Antonio Molpeceres


Why do you like working for UNDP?

It has to do with contributing to a better and more just world…… helping the least fortunate…. I suppose our bottom line is not about the difference between earnings and costs.  Our bottom line, It is about giving those that traditionally have had less opportunity to see their children prosper, that opportunity. Also there is fact that every number of years I have the chance to live a new and different reality, with different cultures in a different setting and with different job challenges.


What’s the most memorable occasion when you saw the positive impact your work had on the people in the country where you’re based?

There are many from my previous posts. In the case of Chile the direct correlation between our work and the impact on the “people” is less obvious. This is a high middle income country where UNDP provides added value in terms of introducing and promoting “ideas” to the national debate on how to make it a better and more just country. One “idea” that UNDP introduced last year in Chile was the concept of “happiness” as the main purpose of development. In doing so, UNDP managed to “influence” how decision and policy makers view development. We received massive media coverage, all positive, and it gave UNDP a relevance to the national debate and to a certain extent, a seat at the table of policy making in Chile. Another example is helping Chile be a better “global neighbour” by assuming its responsibility as a high middle income country in terms of humanitarian assistance. Through a south-south project that UNDP manages with Chilean funds we have helped children in northern Mali, Syrian refugees in Egypt and Lebanon, and displaced populations of Central African Republic.
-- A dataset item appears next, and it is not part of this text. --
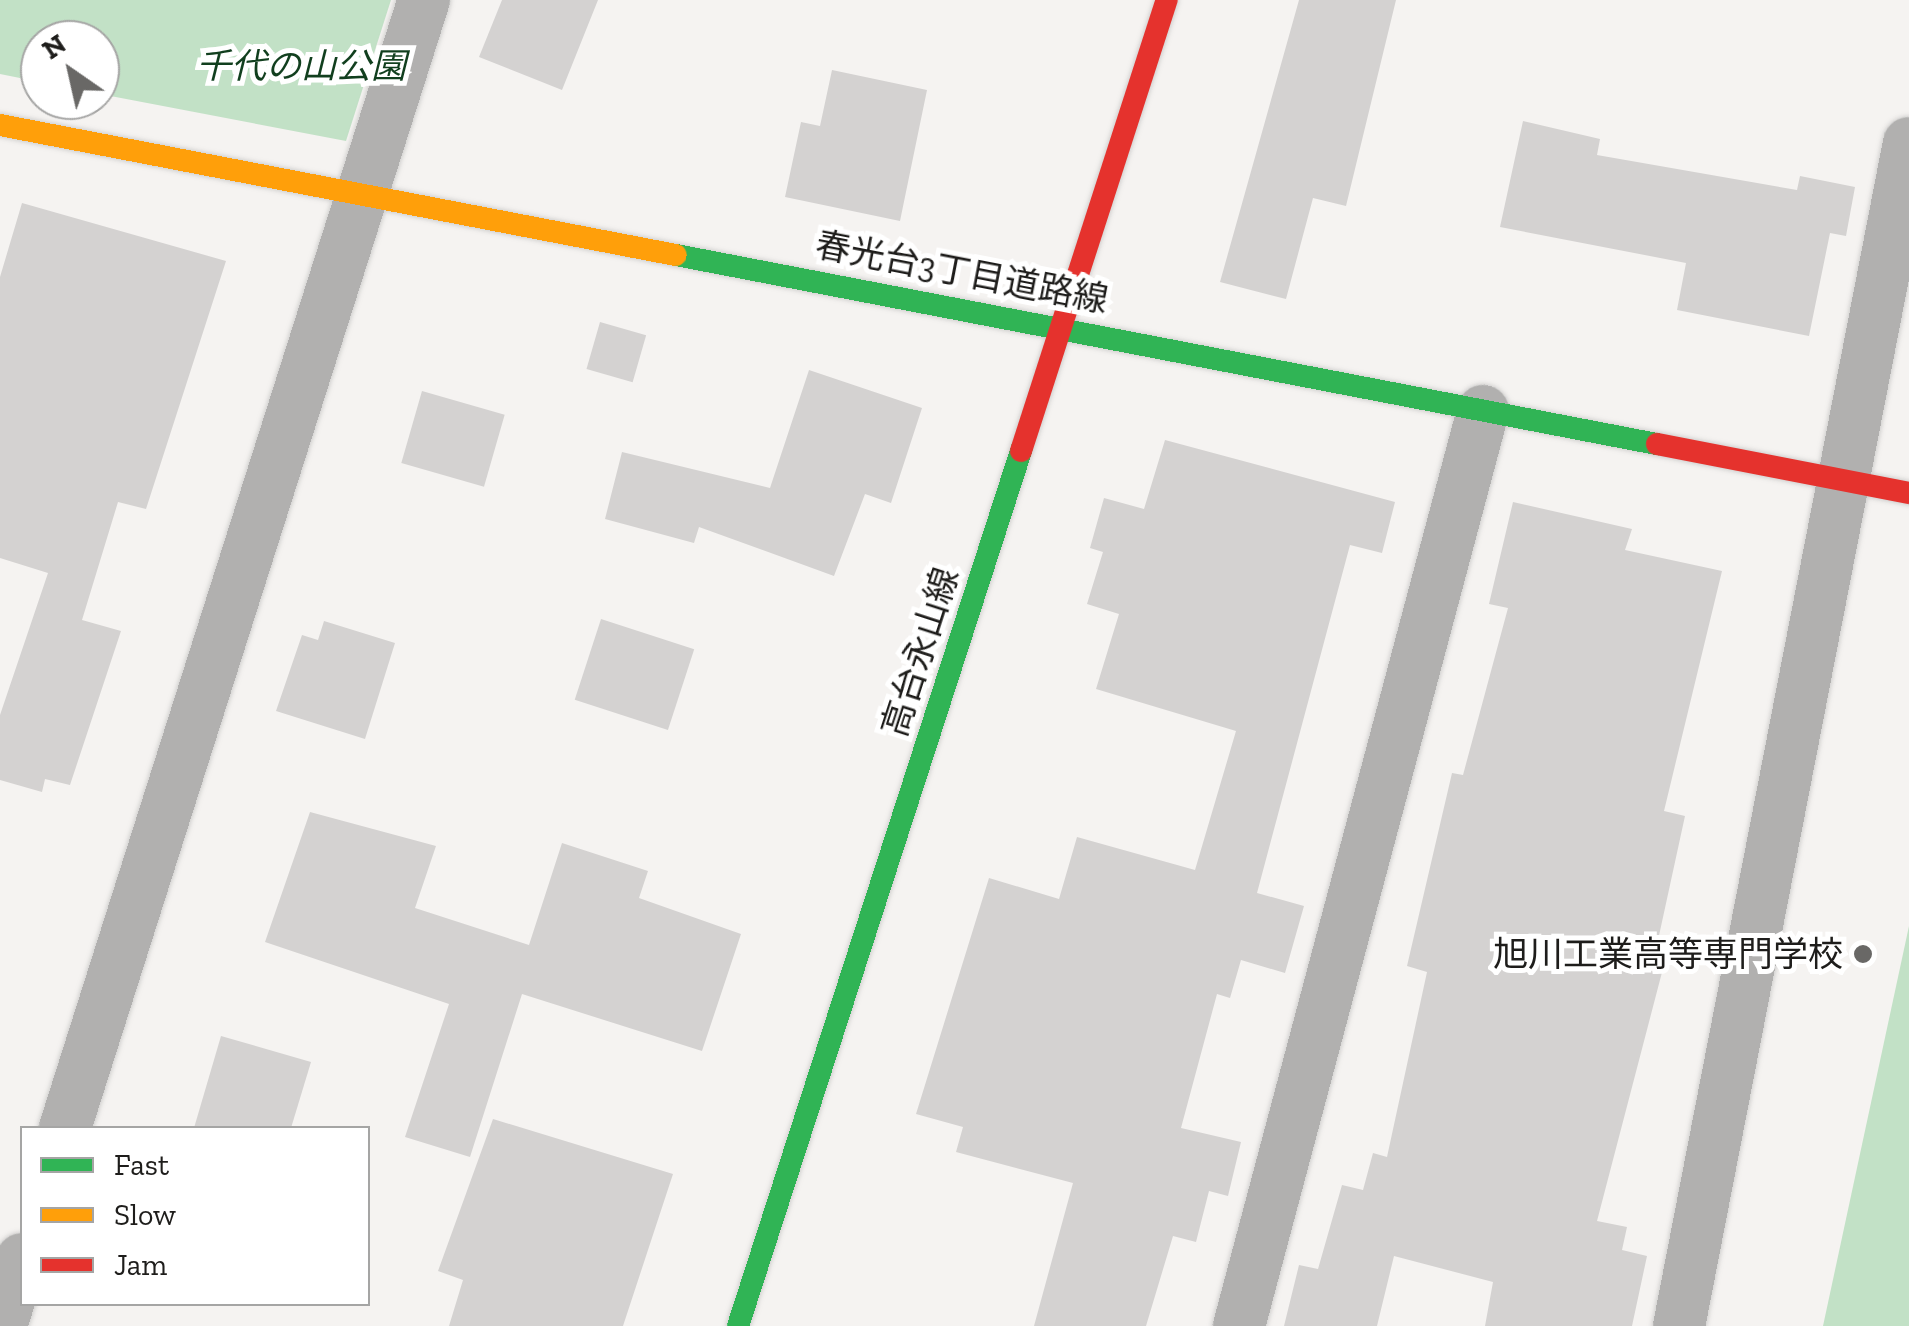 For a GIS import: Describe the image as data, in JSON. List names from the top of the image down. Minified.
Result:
{"streets":{"street":["春光台3丁目道路線","高台永山線"]},"crossings":[["春光台3丁目道路線","高台永山線"]],"parks":["千代の山公園"],"places":["旭川工業高等専門学校"],"legend":["Fast","Slow","Jam"],"north":"top left"}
What are some of the challenges of working in a large international civil service organization like UNDP and how do you manage them?

The main challenge is at the same time one of the main attractions, namely, moving from country to country every few years, adapting to new cultures, new geographies, new work challenges but mostly a new reality for my family with new schools and friends for my children. Not creating roots in a single place is most definitely a challenge. Being far away from one’s parents is also a challenge.


What do you like to do when you are not at work?

Spend as much time with the family as possible. Help my boys with their homework is something that, curiously enough, I do enjoy.